WORK ORDER: None of the pictures should be copied, though every line of the listing must be printed exactly.

AVAILABLE RECORDS:

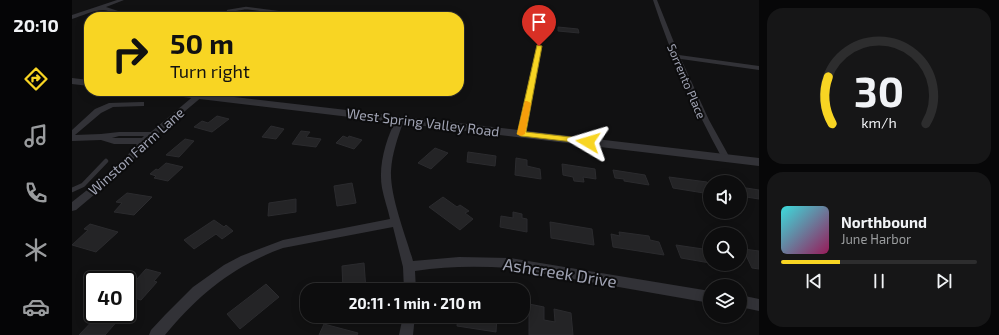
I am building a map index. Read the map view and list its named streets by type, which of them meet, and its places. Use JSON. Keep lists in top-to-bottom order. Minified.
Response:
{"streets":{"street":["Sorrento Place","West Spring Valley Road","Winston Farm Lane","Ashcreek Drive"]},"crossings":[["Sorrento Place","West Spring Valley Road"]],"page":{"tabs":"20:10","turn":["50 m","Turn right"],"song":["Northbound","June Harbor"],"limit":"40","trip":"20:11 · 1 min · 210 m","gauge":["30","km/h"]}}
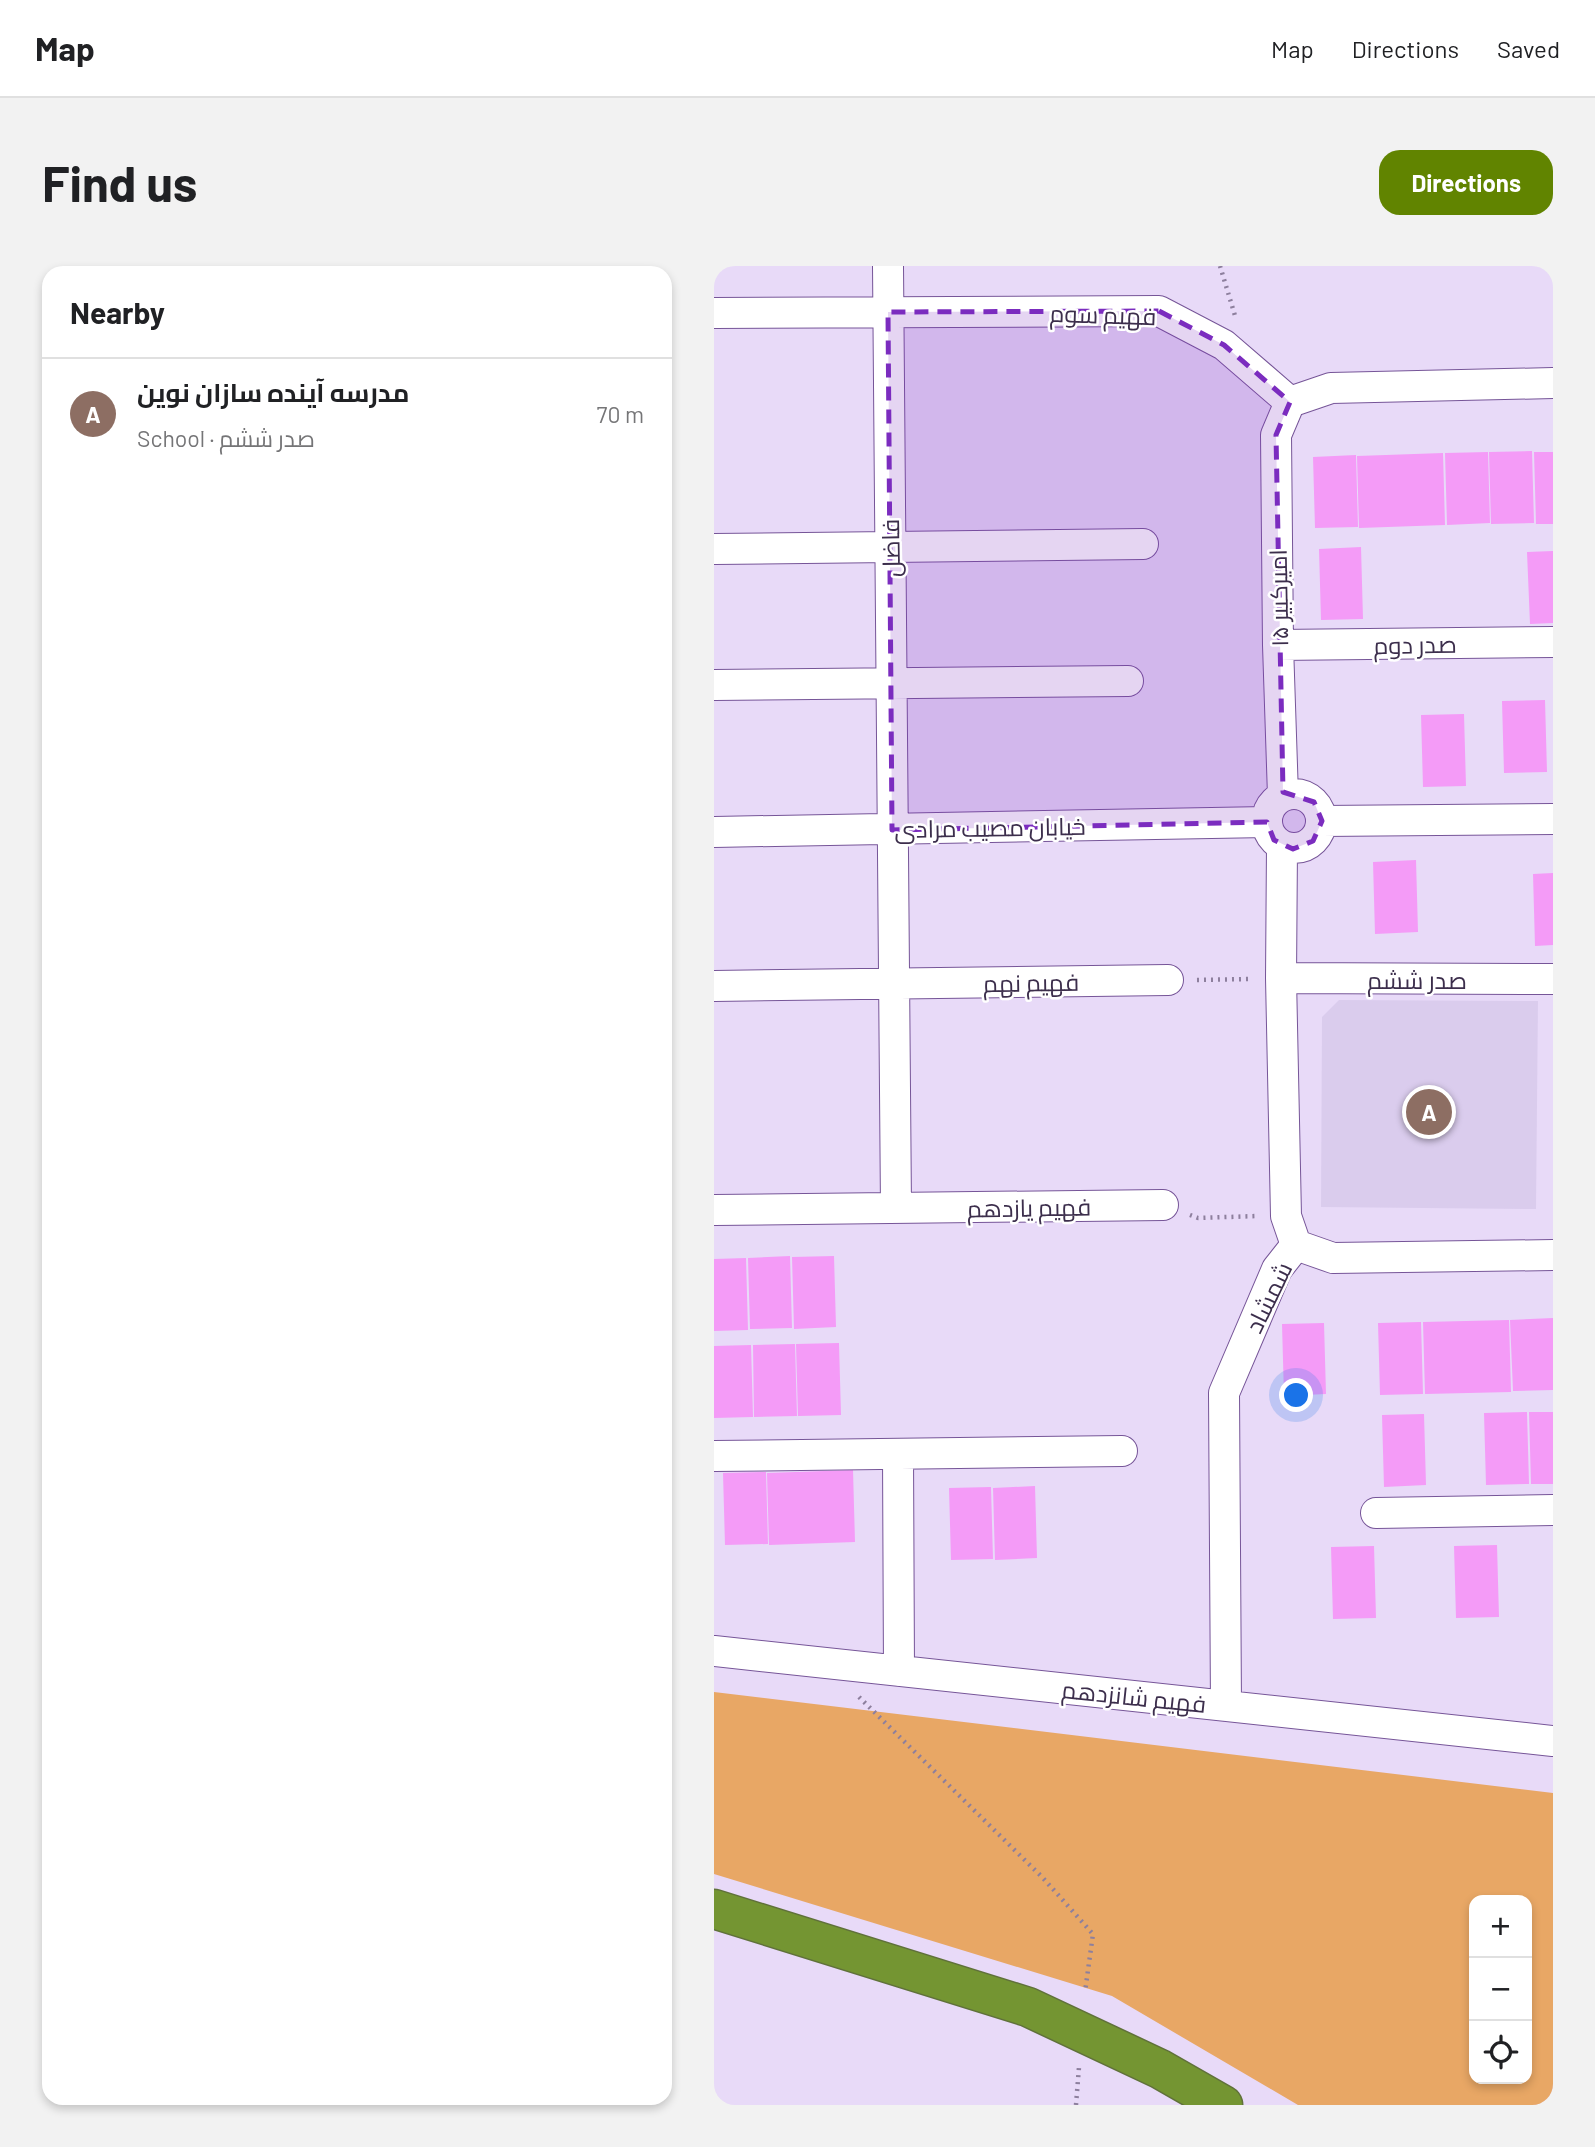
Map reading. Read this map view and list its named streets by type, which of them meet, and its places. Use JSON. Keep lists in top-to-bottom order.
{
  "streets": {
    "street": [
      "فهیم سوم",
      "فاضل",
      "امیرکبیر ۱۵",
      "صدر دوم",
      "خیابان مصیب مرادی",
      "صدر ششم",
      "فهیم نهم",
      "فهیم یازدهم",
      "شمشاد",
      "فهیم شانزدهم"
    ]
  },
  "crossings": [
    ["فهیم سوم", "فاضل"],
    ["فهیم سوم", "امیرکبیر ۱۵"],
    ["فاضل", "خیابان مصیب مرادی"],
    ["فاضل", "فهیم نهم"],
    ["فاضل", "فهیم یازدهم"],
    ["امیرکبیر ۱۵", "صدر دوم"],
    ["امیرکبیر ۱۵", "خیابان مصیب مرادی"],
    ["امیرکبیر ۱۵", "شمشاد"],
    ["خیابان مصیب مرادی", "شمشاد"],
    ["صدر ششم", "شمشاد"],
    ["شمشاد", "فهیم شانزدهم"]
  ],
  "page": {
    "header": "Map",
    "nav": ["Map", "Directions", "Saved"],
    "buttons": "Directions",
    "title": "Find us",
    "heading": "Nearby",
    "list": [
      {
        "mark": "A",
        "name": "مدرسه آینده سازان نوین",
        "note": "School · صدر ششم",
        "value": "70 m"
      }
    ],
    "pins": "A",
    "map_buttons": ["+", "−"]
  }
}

ANSWER:
I am building a map index. Read the map view and list its named streets by type, which of them meet, and its places. Use JSON. Keep lists in top-to-bottom order. Minified.
Response:
{"streets":{"street":["Sorrento Place","West Spring Valley Road","Winston Farm Lane","Ashcreek Drive"]},"crossings":[["Sorrento Place","West Spring Valley Road"]],"page":{"tabs":"20:10","turn":["50 m","Turn right"],"song":["Northbound","June Harbor"],"limit":"40","trip":"20:11 · 1 min · 210 m","gauge":["30","km/h"]}}
Map reading. Read this map view and list its named streets by type, which of them meet, and its places. Use JSON. Keep lists in top-to-bottom order.
{
  "streets": {
    "street": [
      "فهیم سوم",
      "فاضل",
      "امیرکبیر ۱۵",
      "صدر دوم",
      "خیابان مصیب مرادی",
      "صدر ششم",
      "فهیم نهم",
      "فهیم یازدهم",
      "شمشاد",
      "فهیم شانزدهم"
    ]
  },
  "crossings": [
    ["فهیم سوم", "فاضل"],
    ["فهیم سوم", "امیرکبیر ۱۵"],
    ["فاضل", "خیابان مصیب مرادی"],
    ["فاضل", "فهیم نهم"],
    ["فاضل", "فهیم یازدهم"],
    ["امیرکبیر ۱۵", "صدر دوم"],
    ["امیرکبیر ۱۵", "خیابان مصیب مرادی"],
    ["امیرکبیر ۱۵", "شمشاد"],
    ["خیابان مصیب مرادی", "شمشاد"],
    ["صدر ششم", "شمشاد"],
    ["شمشاد", "فهیم شانزدهم"]
  ],
  "page": {
    "header": "Map",
    "nav": ["Map", "Directions", "Saved"],
    "buttons": "Directions",
    "title": "Find us",
    "heading": "Nearby",
    "list": [
      {
        "mark": "A",
        "name": "مدرسه آینده سازان نوین",
        "note": "School · صدر ششم",
        "value": "70 m"
      }
    ],
    "pins": "A",
    "map_buttons": ["+", "−"]
  }
}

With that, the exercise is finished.